# Task statement:
Would you return the entries exactly, with every line intact?

# Records from a data collection:
++++++
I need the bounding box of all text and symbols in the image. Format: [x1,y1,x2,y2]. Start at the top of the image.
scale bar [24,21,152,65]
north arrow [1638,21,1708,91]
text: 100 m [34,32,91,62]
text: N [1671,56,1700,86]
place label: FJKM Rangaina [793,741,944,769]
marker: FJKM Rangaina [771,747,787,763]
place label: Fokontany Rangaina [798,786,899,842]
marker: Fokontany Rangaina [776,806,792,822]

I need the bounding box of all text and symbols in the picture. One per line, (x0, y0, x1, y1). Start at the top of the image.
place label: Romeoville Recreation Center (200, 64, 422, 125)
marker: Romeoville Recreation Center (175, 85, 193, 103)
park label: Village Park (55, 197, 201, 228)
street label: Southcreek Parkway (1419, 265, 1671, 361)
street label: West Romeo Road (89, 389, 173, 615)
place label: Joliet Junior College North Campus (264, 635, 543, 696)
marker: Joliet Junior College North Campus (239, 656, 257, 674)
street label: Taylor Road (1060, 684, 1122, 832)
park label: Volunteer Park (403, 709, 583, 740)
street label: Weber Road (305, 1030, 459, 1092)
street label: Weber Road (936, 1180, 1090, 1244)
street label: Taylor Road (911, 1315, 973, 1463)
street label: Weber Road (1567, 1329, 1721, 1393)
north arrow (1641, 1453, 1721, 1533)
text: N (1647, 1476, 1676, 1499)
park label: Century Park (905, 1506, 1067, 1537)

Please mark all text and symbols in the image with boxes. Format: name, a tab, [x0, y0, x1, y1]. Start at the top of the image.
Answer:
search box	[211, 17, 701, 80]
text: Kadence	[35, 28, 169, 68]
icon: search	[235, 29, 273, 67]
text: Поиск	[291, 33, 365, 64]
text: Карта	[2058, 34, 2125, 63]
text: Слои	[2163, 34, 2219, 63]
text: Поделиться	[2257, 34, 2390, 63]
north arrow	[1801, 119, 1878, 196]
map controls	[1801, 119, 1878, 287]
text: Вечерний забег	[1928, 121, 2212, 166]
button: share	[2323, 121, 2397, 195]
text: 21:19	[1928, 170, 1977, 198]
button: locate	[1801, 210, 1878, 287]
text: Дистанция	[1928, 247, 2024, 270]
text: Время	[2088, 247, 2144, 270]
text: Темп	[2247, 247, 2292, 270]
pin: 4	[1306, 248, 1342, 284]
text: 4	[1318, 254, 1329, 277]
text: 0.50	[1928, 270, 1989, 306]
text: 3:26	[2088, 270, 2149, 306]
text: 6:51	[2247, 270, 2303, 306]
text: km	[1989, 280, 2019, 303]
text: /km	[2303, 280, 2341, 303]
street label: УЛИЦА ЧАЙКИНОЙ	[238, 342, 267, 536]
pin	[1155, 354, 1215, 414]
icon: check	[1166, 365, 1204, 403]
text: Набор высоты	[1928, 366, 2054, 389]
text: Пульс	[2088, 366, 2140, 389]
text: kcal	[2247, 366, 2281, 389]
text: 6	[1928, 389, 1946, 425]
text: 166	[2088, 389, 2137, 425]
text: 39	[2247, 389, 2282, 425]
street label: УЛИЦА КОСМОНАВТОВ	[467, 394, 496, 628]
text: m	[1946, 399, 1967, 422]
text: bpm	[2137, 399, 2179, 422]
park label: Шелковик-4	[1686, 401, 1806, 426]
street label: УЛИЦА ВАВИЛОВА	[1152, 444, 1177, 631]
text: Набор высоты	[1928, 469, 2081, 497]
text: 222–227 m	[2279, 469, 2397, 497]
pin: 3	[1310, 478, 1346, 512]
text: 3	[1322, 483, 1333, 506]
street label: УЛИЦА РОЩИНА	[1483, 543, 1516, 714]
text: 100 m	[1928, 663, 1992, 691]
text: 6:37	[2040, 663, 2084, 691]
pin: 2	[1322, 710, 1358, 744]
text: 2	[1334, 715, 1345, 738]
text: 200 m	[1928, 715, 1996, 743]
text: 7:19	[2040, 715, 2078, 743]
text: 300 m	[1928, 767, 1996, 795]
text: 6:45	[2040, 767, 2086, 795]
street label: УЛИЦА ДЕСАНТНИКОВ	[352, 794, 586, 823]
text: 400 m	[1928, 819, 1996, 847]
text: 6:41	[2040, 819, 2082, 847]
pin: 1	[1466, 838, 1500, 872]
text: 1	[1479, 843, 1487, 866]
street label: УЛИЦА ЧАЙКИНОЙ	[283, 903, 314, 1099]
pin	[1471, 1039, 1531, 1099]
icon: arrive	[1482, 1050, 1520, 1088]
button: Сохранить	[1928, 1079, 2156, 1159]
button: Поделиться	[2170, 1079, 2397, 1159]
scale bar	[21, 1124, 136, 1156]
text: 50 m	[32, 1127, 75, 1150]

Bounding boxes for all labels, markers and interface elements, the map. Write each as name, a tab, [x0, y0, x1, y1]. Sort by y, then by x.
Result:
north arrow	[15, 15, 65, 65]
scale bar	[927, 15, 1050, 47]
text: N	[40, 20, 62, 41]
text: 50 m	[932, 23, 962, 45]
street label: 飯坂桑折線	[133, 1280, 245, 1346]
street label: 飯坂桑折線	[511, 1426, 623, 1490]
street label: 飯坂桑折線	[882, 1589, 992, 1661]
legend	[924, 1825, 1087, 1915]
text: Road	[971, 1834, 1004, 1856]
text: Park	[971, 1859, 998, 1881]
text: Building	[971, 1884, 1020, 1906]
++++++
# Answer to the problem:
I need the bounding box of all text and symbols in the image. Format: [x1,y1,x2,y2]. Start at the top of the image.
scale bar [24,21,152,65]
north arrow [1638,21,1708,91]
text: 100 m [34,32,91,62]
text: N [1671,56,1700,86]
place label: FJKM Rangaina [793,741,944,769]
marker: FJKM Rangaina [771,747,787,763]
place label: Fokontany Rangaina [798,786,899,842]
marker: Fokontany Rangaina [776,806,792,822]

I need the bounding box of all text and symbols in the picture. One per line, (x0, y0, x1, y1). Start at the top of the image.
place label: Romeoville Recreation Center (200, 64, 422, 125)
marker: Romeoville Recreation Center (175, 85, 193, 103)
park label: Village Park (55, 197, 201, 228)
street label: Southcreek Parkway (1419, 265, 1671, 361)
street label: West Romeo Road (89, 389, 173, 615)
place label: Joliet Junior College North Campus (264, 635, 543, 696)
marker: Joliet Junior College North Campus (239, 656, 257, 674)
street label: Taylor Road (1060, 684, 1122, 832)
park label: Volunteer Park (403, 709, 583, 740)
street label: Weber Road (305, 1030, 459, 1092)
street label: Weber Road (936, 1180, 1090, 1244)
street label: Taylor Road (911, 1315, 973, 1463)
street label: Weber Road (1567, 1329, 1721, 1393)
north arrow (1641, 1453, 1721, 1533)
text: N (1647, 1476, 1676, 1499)
park label: Century Park (905, 1506, 1067, 1537)

Please mark all text and symbols in the image with boxes. Format: name, a tab, [x0, y0, x1, y1]. Start at the top of the image.
Answer:
search box	[211, 17, 701, 80]
text: Kadence	[35, 28, 169, 68]
icon: search	[235, 29, 273, 67]
text: Поиск	[291, 33, 365, 64]
text: Карта	[2058, 34, 2125, 63]
text: Слои	[2163, 34, 2219, 63]
text: Поделиться	[2257, 34, 2390, 63]
north arrow	[1801, 119, 1878, 196]
map controls	[1801, 119, 1878, 287]
text: Вечерний забег	[1928, 121, 2212, 166]
button: share	[2323, 121, 2397, 195]
text: 21:19	[1928, 170, 1977, 198]
button: locate	[1801, 210, 1878, 287]
text: Дистанция	[1928, 247, 2024, 270]
text: Время	[2088, 247, 2144, 270]
text: Темп	[2247, 247, 2292, 270]
pin: 4	[1306, 248, 1342, 284]
text: 4	[1318, 254, 1329, 277]
text: 0.50	[1928, 270, 1989, 306]
text: 3:26	[2088, 270, 2149, 306]
text: 6:51	[2247, 270, 2303, 306]
text: km	[1989, 280, 2019, 303]
text: /km	[2303, 280, 2341, 303]
street label: УЛИЦА ЧАЙКИНОЙ	[238, 342, 267, 536]
pin	[1155, 354, 1215, 414]
icon: check	[1166, 365, 1204, 403]
text: Набор высоты	[1928, 366, 2054, 389]
text: Пульс	[2088, 366, 2140, 389]
text: kcal	[2247, 366, 2281, 389]
text: 6	[1928, 389, 1946, 425]
text: 166	[2088, 389, 2137, 425]
text: 39	[2247, 389, 2282, 425]
street label: УЛИЦА КОСМОНАВТОВ	[467, 394, 496, 628]
text: m	[1946, 399, 1967, 422]
text: bpm	[2137, 399, 2179, 422]
park label: Шелковик-4	[1686, 401, 1806, 426]
street label: УЛИЦА ВАВИЛОВА	[1152, 444, 1177, 631]
text: Набор высоты	[1928, 469, 2081, 497]
text: 222–227 m	[2279, 469, 2397, 497]
pin: 3	[1310, 478, 1346, 512]
text: 3	[1322, 483, 1333, 506]
street label: УЛИЦА РОЩИНА	[1483, 543, 1516, 714]
text: 100 m	[1928, 663, 1992, 691]
text: 6:37	[2040, 663, 2084, 691]
pin: 2	[1322, 710, 1358, 744]
text: 2	[1334, 715, 1345, 738]
text: 200 m	[1928, 715, 1996, 743]
text: 7:19	[2040, 715, 2078, 743]
text: 300 m	[1928, 767, 1996, 795]
text: 6:45	[2040, 767, 2086, 795]
street label: УЛИЦА ДЕСАНТНИКОВ	[352, 794, 586, 823]
text: 400 m	[1928, 819, 1996, 847]
text: 6:41	[2040, 819, 2082, 847]
pin: 1	[1466, 838, 1500, 872]
text: 1	[1479, 843, 1487, 866]
street label: УЛИЦА ЧАЙКИНОЙ	[283, 903, 314, 1099]
pin	[1471, 1039, 1531, 1099]
icon: arrive	[1482, 1050, 1520, 1088]
button: Сохранить	[1928, 1079, 2156, 1159]
button: Поделиться	[2170, 1079, 2397, 1159]
scale bar	[21, 1124, 136, 1156]
text: 50 m	[32, 1127, 75, 1150]

Bounding boxes for all labels, markers and interface elements, the map. Write each as name, a tab, [x0, y0, x1, y1]. Sort by y, then by x.
Result:
north arrow	[15, 15, 65, 65]
scale bar	[927, 15, 1050, 47]
text: N	[40, 20, 62, 41]
text: 50 m	[932, 23, 962, 45]
street label: 飯坂桑折線	[133, 1280, 245, 1346]
street label: 飯坂桑折線	[511, 1426, 623, 1490]
street label: 飯坂桑折線	[882, 1589, 992, 1661]
legend	[924, 1825, 1087, 1915]
text: Road	[971, 1834, 1004, 1856]
text: Park	[971, 1859, 998, 1881]
text: Building	[971, 1884, 1020, 1906]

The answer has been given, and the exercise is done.